- Task instructions:
Omit all pictures. Reproduce exactly the lines from the first line of the records below through the line with "display:flex; align-items:center; gap:14px;".

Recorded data
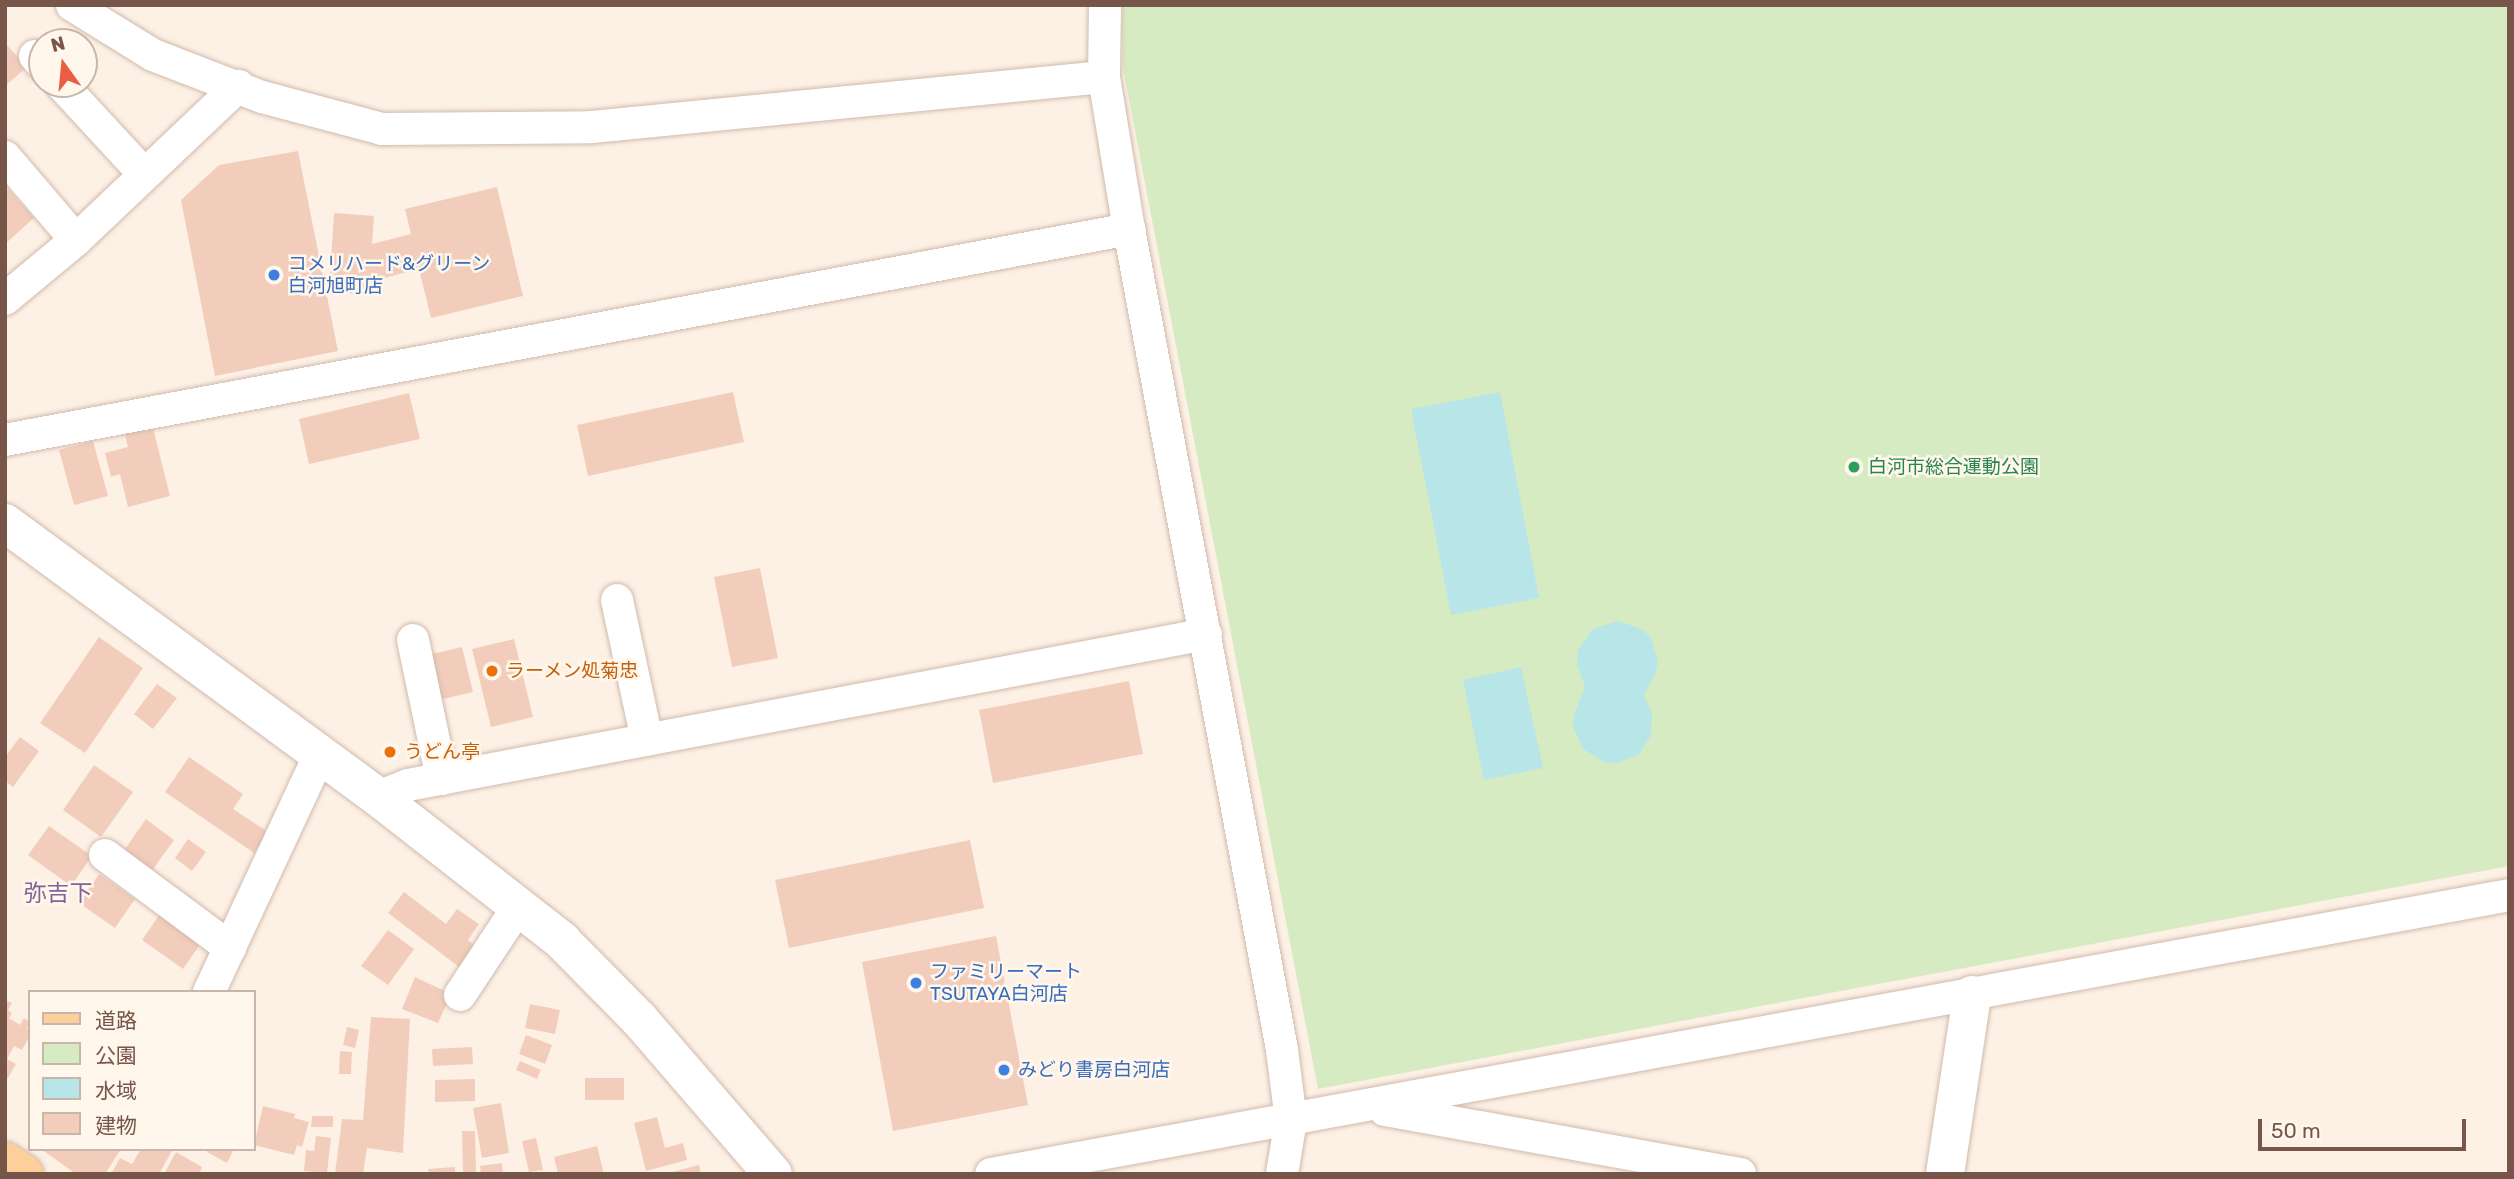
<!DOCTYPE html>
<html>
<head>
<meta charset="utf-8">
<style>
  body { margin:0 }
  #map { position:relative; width:2514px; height:1179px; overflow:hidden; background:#fdf1e5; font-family:Rubik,"Noto Sans JP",sans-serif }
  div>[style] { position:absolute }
  .green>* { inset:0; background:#d7ebc2 }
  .water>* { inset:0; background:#b8e5e7 }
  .building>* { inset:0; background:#f3cdbb }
  .roads { filter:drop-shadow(0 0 2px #d1baad) drop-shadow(0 0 2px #d1baad) }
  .minor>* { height:32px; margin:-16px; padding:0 16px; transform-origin:16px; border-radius:16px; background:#fff }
  .tertiary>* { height:38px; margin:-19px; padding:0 19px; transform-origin:19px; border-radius:19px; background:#fff }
  .primary>* { height:38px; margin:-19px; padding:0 19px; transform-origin:19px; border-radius:19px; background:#fdd09b }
  .dots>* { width:19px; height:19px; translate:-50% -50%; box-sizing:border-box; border:4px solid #fff6ec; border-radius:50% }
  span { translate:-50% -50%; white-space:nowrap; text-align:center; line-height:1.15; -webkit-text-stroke:5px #fff6ec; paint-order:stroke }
  .shop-label { font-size:19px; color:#366cbe }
  .left { translate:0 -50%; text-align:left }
  .leisure-label { font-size:19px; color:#27864d }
  .food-label { font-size:19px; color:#c56008 }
  .quarter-label { font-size:23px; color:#83649a }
  .frame { position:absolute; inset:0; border:7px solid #775549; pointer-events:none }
  .legend { position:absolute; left:28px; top:990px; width:228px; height:161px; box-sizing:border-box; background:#fff6ec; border:2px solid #c9b6ab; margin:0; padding:9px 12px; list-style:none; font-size:21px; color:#775549 }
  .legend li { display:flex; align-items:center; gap:14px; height:35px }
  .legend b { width:35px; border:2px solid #c9b6ab }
  .north { position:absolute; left:28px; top:28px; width:70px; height:70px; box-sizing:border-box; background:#fff6ec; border:2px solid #c9b6ab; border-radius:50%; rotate:345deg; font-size:19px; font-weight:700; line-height:28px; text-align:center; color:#775549 }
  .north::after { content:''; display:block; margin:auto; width:24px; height:32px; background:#eb5c46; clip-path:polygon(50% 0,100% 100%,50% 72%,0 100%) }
  .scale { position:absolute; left:2258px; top:1119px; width:208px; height:32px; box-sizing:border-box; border:4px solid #775549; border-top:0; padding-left:9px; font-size:21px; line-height:24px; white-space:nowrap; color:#775549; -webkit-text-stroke:5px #fff6ec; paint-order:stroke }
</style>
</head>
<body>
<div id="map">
  <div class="green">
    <div style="clip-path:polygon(1122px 5px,2509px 5px,2509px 866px,1318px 1089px,1123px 68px)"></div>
  </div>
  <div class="water">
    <div style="clip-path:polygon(1500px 392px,1539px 598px,1451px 615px,1411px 409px)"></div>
    <div style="clip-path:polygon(1618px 621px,1642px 629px,1651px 638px,1658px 662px,1655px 675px,1644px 694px,1652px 713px,1651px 736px,1638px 755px,1616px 763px,1604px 762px,1583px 749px,1573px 727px,1574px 714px,1585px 687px,1577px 664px,1578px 650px,1593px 629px)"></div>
    <div style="clip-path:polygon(1521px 667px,1543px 768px,1484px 780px,1463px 680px)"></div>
  </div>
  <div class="building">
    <div style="clip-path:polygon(5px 43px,27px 67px,5px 86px)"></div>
    <div style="clip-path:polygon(298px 151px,338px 351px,215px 376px,181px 200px,219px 165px)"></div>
    <div style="clip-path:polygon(497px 187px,523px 296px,431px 318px,419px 269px,369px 282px,368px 295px,329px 292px,334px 213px,374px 216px,372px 244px,411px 234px,405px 209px)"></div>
    <div style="clip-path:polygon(8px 189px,34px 218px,5px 244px,5px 192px)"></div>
    <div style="clip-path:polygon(733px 392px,744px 442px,588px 476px,577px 425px)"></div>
    <div style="clip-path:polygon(409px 393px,420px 439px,309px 464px,299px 419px)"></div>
    <div style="clip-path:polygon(152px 424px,170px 496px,128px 507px,120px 474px,111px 477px,105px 453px,128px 447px,124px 431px)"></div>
    <div style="clip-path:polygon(93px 441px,108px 496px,74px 505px,59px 450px)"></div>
    <div style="clip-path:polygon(760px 568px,778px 658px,732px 667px,714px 577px)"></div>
    <div style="clip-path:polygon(99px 637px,143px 668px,85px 753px,40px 723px)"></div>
    <div style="clip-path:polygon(514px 639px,533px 717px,491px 727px,472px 649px)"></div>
    <div style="clip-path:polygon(462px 647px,473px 692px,439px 700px,428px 655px)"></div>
    <div style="clip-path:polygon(1129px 681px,1143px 754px,993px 783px,979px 710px)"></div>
    <div style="clip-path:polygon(157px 684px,177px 698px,153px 729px,134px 714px)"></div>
    <div style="clip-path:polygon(20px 737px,39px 751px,13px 787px,5px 781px,5px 757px)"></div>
    <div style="clip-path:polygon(189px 757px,243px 794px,233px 809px,268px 832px,254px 853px,165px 792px)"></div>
    <div style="clip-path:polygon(94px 765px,133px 792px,101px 837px,63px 810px)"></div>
    <div style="clip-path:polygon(146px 819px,174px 840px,151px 872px,123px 852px)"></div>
    <div style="clip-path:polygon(49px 826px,92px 856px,71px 886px,28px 855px)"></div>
    <div style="clip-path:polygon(188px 839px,206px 852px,192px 871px,175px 858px)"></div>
    <div style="clip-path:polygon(970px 840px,984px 908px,789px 948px,775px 880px)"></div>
    <div style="clip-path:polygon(99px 874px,135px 899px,115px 928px,79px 903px)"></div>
    <div style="clip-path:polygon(404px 892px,446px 924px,457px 909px,479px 924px,468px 940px,475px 946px,459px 967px,388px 913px)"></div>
    <div style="clip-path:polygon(160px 914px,201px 943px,183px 969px,142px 940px)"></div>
    <div style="clip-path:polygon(388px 930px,414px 949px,388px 985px,361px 966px)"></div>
    <div style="clip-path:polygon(996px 936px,1028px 1105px,893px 1131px,862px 962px)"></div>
    <div style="clip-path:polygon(415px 977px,451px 994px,438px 1023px,402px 1009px)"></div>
    <div style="clip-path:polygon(5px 1000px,12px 1003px,8px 1010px,12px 1013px,9px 1018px,20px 1025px,24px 1018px,30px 1022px,27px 1028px,30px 1036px,22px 1050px,14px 1046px,7px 1059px,16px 1064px,5px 1083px)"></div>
    <div style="clip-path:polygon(530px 1004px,560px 1010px,555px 1034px,525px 1028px)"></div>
    <div style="clip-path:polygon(371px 1017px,410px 1019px,403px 1153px,367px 1148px,363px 1174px,335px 1174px,342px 1119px,363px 1120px)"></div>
    <div style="clip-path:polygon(347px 1027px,359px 1030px,355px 1048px,343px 1045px)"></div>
    <div style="clip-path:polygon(526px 1035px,552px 1045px,545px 1064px,519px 1054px)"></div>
    <div style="clip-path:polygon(472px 1047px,473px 1064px,433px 1066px,432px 1049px)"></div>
    <div style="clip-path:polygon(340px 1051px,352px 1052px,351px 1074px,339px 1074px)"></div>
    <div style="clip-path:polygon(520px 1061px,541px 1070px,537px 1079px,516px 1070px)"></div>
    <div style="clip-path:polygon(585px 1078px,624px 1078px,624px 1100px,585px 1100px)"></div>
    <div style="clip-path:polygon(475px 1079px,475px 1101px,435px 1102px,435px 1080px)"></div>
    <div style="clip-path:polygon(501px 1103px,509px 1153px,482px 1158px,473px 1108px)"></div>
    <div style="clip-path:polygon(263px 1106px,295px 1114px,294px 1118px,309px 1122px,302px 1147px,297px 1145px,294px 1155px,254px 1145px)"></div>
    <div style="clip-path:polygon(312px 1116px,333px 1116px,333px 1127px,311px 1127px)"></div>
    <div style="clip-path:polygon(657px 1117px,665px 1148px,683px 1143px,687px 1160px,646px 1171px,634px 1123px)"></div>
    <div style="clip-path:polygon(462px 1131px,475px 1131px,476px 1174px,463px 1174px)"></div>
    <div style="clip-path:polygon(316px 1136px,331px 1138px,327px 1173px,304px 1171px,306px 1150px,314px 1151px)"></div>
    <div style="clip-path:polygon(536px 1138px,543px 1170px,529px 1172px,522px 1141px)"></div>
    <div style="clip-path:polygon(597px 1146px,604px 1174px,558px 1174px,554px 1157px)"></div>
    <div style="clip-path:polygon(41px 1149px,121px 1149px,105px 1174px,76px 1174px)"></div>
    <div style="clip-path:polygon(141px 1149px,173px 1149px,159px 1174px,111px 1174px,120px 1158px,132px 1164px)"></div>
    <div style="clip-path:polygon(208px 1149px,234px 1149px,227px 1163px,207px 1152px)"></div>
    <div style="clip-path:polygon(176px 1152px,202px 1167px,199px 1174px,164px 1174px)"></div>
    <div style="clip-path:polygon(502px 1163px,503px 1174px,481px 1174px,480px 1166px)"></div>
    <div style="clip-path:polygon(699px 1165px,701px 1174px,668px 1174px,668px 1173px)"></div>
    <div style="clip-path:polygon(455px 1167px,455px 1174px,429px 1174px,428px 1169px)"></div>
  </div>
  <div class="roads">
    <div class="minor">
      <div style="left:72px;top:5px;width:95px;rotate:31.7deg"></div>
      <div style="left:153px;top:55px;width:117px;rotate:21.1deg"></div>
      <div style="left:262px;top:97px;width:124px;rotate:14.9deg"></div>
      <div style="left:382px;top:129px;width:210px;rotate:-0.5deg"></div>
      <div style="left:592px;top:127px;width:514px;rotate:-5.58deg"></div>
      <div style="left:1105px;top:5px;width:72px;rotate:90.8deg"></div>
      <div style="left:1104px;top:77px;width:154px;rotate:80.7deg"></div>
      <div style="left:1129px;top:229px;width:835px;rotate:79.44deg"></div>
      <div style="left:1282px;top:1050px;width:71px;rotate:82.7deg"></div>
      <div style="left:1291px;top:1120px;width:55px;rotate:99.5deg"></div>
      <div style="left:35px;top:56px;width:11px;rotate:49deg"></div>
      <div style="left:61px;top:84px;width:122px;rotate:47.3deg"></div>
      <div style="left:5px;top:157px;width:109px;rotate:49.5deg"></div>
      <div style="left:5px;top:299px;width:92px;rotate:-39.7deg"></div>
      <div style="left:76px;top:240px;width:224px;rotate:-43.5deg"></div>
      <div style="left:5px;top:440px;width:1144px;rotate:-10.63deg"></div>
      <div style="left:617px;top:600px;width:143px;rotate:77.9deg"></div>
      <div style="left:413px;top:640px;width:142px;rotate:78.2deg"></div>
      <div style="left:378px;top:797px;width:32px;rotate:-22deg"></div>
      <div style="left:408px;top:785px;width:812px;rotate:-10.71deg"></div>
      <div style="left:105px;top:855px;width:156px;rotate:36.6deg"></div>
      <div style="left:209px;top:992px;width:263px;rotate:-65deg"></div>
      <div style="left:460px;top:995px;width:105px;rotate:-56.6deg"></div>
      <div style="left:1385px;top:1110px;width:361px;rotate:10.2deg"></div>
      <div style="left:991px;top:1174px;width:1543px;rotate:-10.41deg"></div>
    </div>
    <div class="tertiary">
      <div style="left:5px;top:523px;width:463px;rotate:36.3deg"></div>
      <div style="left:378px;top:797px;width:234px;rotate:38deg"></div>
      <div style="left:562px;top:941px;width:110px;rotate:45.4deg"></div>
      <div style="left:639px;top:1019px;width:205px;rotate:49.2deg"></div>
      <div style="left:1945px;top:1174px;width:181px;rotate:-81.4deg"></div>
    </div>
    <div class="primary">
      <div style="left:5px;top:1161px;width:23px;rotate:34deg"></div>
    </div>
  </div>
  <div class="dots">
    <div style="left:274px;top:275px;background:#3f7fe0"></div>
    <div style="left:1854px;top:467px;background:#2e9e5b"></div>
    <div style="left:492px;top:671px;background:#e8710a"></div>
    <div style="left:390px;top:752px;background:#e8710a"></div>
    <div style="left:916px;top:983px;background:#3f7fe0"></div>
    <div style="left:1004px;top:1070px;background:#3f7fe0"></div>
  </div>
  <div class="shop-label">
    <span class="left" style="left:288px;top:275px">コメリハード&amp;グリーン<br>白河旭町店</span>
    <span class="left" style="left:930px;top:983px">ファミリーマート<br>TSUTAYA白河店</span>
    <span class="left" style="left:1018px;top:1070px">みどり書房白河店</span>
  </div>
  <div class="leisure-label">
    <span class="left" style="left:1868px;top:467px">白河市総合運動公園</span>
  </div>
  <div class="food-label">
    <span class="left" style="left:506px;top:671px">ラーメン処菊忠</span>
    <span class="left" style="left:404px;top:752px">うどん亭</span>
  </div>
  <div class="quarter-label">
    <span style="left:58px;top:893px">弥吉下</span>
  </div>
  <div class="frame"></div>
  <ul class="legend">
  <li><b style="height:9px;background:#fdd09b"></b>道路</li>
  <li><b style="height:19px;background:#d7ebc2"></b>公園</li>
  <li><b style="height:19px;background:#b8e5e7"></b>水域</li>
  <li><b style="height:19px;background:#f3cdbb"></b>建物</li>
  </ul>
  <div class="north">N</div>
  <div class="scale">50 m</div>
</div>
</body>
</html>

- Expected output:
<!DOCTYPE html>
<html>
<head>
<meta charset="utf-8">
<style>
  body { margin:0 }
  #map { position:relative; width:2514px; height:1179px; overflow:hidden; background:#fdf1e5; font-family:Rubik,"Noto Sans JP",sans-serif }
  div>[style] { position:absolute }
  .green>* { inset:0; background:#d7ebc2 }
  .water>* { inset:0; background:#b8e5e7 }
  .building>* { inset:0; background:#f3cdbb }
  .roads { filter:drop-shadow(0 0 2px #d1baad) drop-shadow(0 0 2px #d1baad) }
  .minor>* { height:32px; margin:-16px; padding:0 16px; transform-origin:16px; border-radius:16px; background:#fff }
  .tertiary>* { height:38px; margin:-19px; padding:0 19px; transform-origin:19px; border-radius:19px; background:#fff }
  .primary>* { height:38px; margin:-19px; padding:0 19px; transform-origin:19px; border-radius:19px; background:#fdd09b }
  .dots>* { width:19px; height:19px; translate:-50% -50%; box-sizing:border-box; border:4px solid #fff6ec; border-radius:50% }
  span { translate:-50% -50%; white-space:nowrap; text-align:center; line-height:1.15; -webkit-text-stroke:5px #fff6ec; paint-order:stroke }
  .shop-label { font-size:19px; color:#366cbe }
  .left { translate:0 -50%; text-align:left }
  .leisure-label { font-size:19px; color:#27864d }
  .food-label { font-size:19px; color:#c56008 }
  .quarter-label { font-size:23px; color:#83649a }
  .frame { position:absolute; inset:0; border:7px solid #775549; pointer-events:none }
  .legend { position:absolute; left:28px; top:990px; width:228px; height:161px; box-sizing:border-box; background:#fff6ec; border:2px solid #c9b6ab; margin:0; padding:9px 12px; list-style:none; font-size:21px; color:#775549 }
  .legend li { display:flex; align-items:center; gap:14px; height:35px }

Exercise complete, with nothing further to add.